Figure 1b shows the schematic for our bioinformatics workflow. First, the quality of reads was verified using FastQC v0.11.8 (Fig. 1bi). Adapter reads (Read 1: TCGTCGGCAGCGTCAGATGTGTATAAGAGACAG, Read 2: GTCTCGTGGGCTCGGAGATGTGTATAAGAGACAG) were trimmed using bbduk v38.00 using the following command (Fig. 1bii):

sh bbduk.sh in1 = inputFASTQFile1.fastq. in2 = inputFASTQFile2.fastq out1 = outputFASTQFile1.fastq out2 = outputFASTQFile2.fastq ktrim = r -Xmx27g mm = f k = 33 hdist = 1 literal = TCGTCGGCAGCGTCAGATGTGTATAAGAGACAG,GTCTCGTGGGCTCGGAG ATGTGTATAAGAGACAG tbo tpe

We used the mm10 mouse reference genome from Ensembl (from European Bioinformatics Institute of the European Molecular Biology Laboratory family) to create a genome directory for aligning the reads in STAR27 v2.7.7a using the following commands:

STAR --runMode genomeGenerate --genomeDir mm10ReferenceGenome --genomeFastaFiles Mus_musculus.GRCm38.dna.primary_assembly.fa --sjdbGTFfile Mus_musculus.GRCm38.102.gtf --sjdbOverhang 149 -- genomeSAsparseD 2

The sequences were then aligned to mm10 reference genome by STAR v2.7.7a27 using the following command (Fig. 1biii):

STAR --genomeDir mm10ReferenceGenome --readFilesIn inputFASTQFile1.fastq inputFASTQFile2.fastq -- outFileNamePrefix outputBAMFile --outSAMtype BAM SortedByCoordinate --outReadsUnmapped Fastx

We used featureCounts v2.4.2 to quantify fragment counts of the detected genes (Fig. 1biv). Further, we developed custom scripts (see Code Availability, below) in the statistical computing environment “R” to generate text files containing gene lengths, fragment counts, and FPKMs, which are available on NCBI GEO (Fig. 1bv).

Data Records

The raw data consisting of nucleotide sequences (FASTQ files) along with the raw fragment counts of the processed data after alignment to mm10 (GSE175643_fragmentCounts.txt.gz), the FPKM values of the genes represented in the fragments (GSE175643_fpkm.txt.gz), and the lengths of the genes from mm10 (GSE175643_geneLength.txt.gz) are publicly available in the NCBI GEO database (GEO:GSE175643)28.
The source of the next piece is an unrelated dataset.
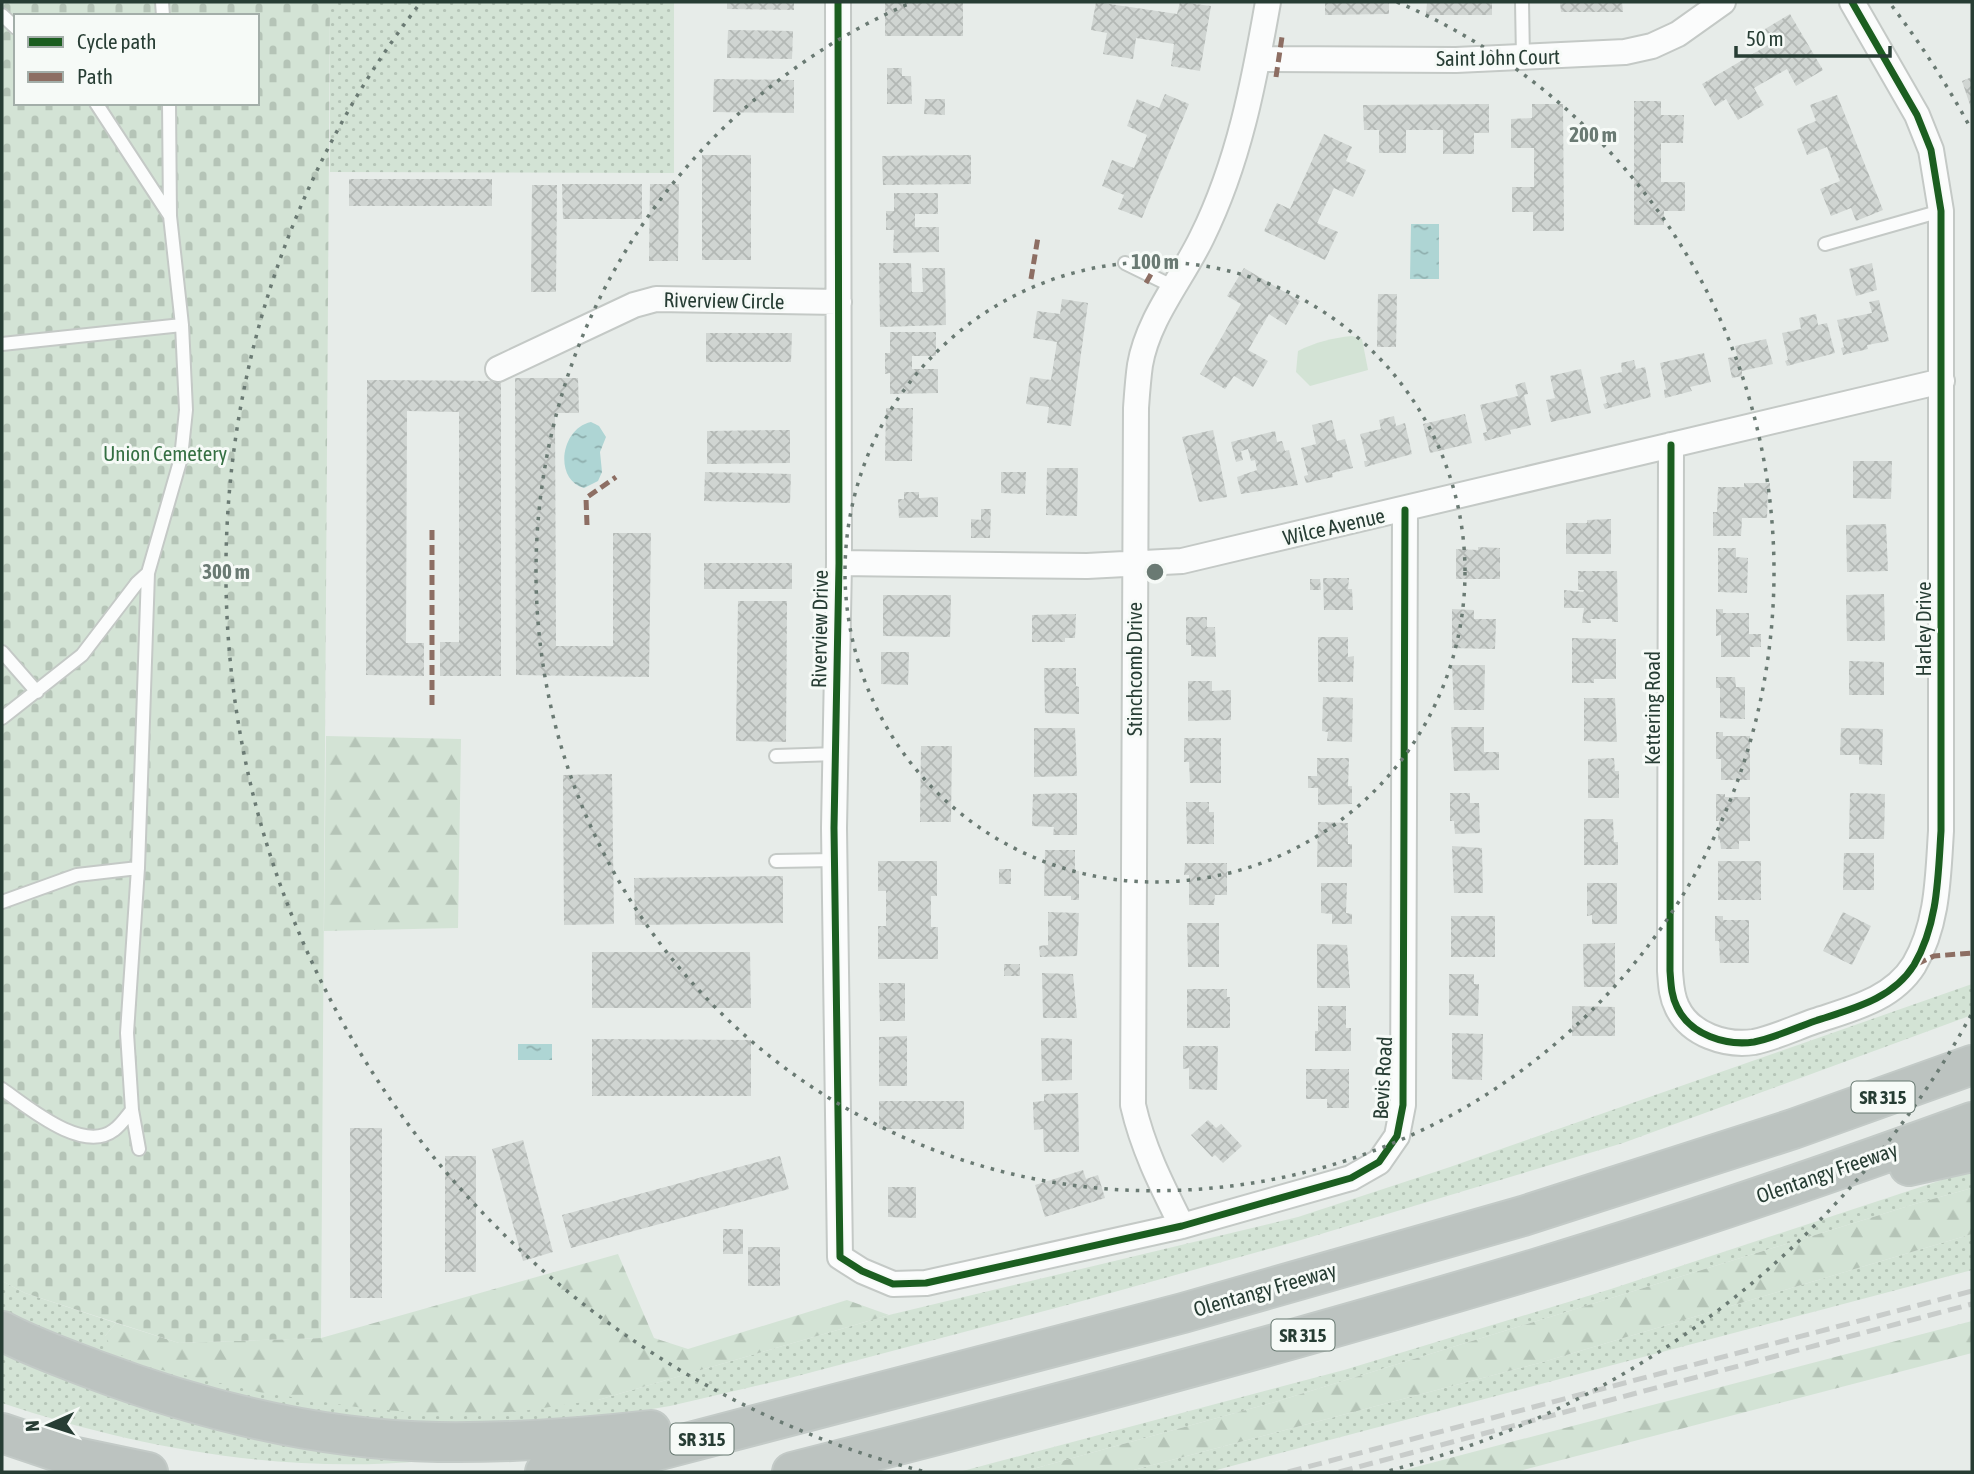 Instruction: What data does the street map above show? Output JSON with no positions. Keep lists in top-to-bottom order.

The file deposited at Figshare called “Electrophysiological properties of inspiratory preBötzinger complex neurons in neonatal mice (GEO:GSE175643)” presents the electrophysiological profile for each sample preBötC neuron in the data set29. The file deposited at Figshare called “Mapping statistics for nucleotide sequences for inspiratory preBötzinger complex neurons in neonatal mice (GEO:GSE175643)” provides a set of statistics from STAR regarding the number of reads, and their lengths, mapped to the mm10 reference genome29.

Technical Validation

We verified average cDNA size and abundance using a Bioanalyzer High Sensitivity kit (Agilent, Santa Clara, CA) and Qubit dsDNA High-sensitivity Assay Kit (Molecular Probes). The raw data of nucleotide sequences along with their corresponding quality scores (FASTQ format) are publicly available in the NCBI GEO database (GEO:GSE175643).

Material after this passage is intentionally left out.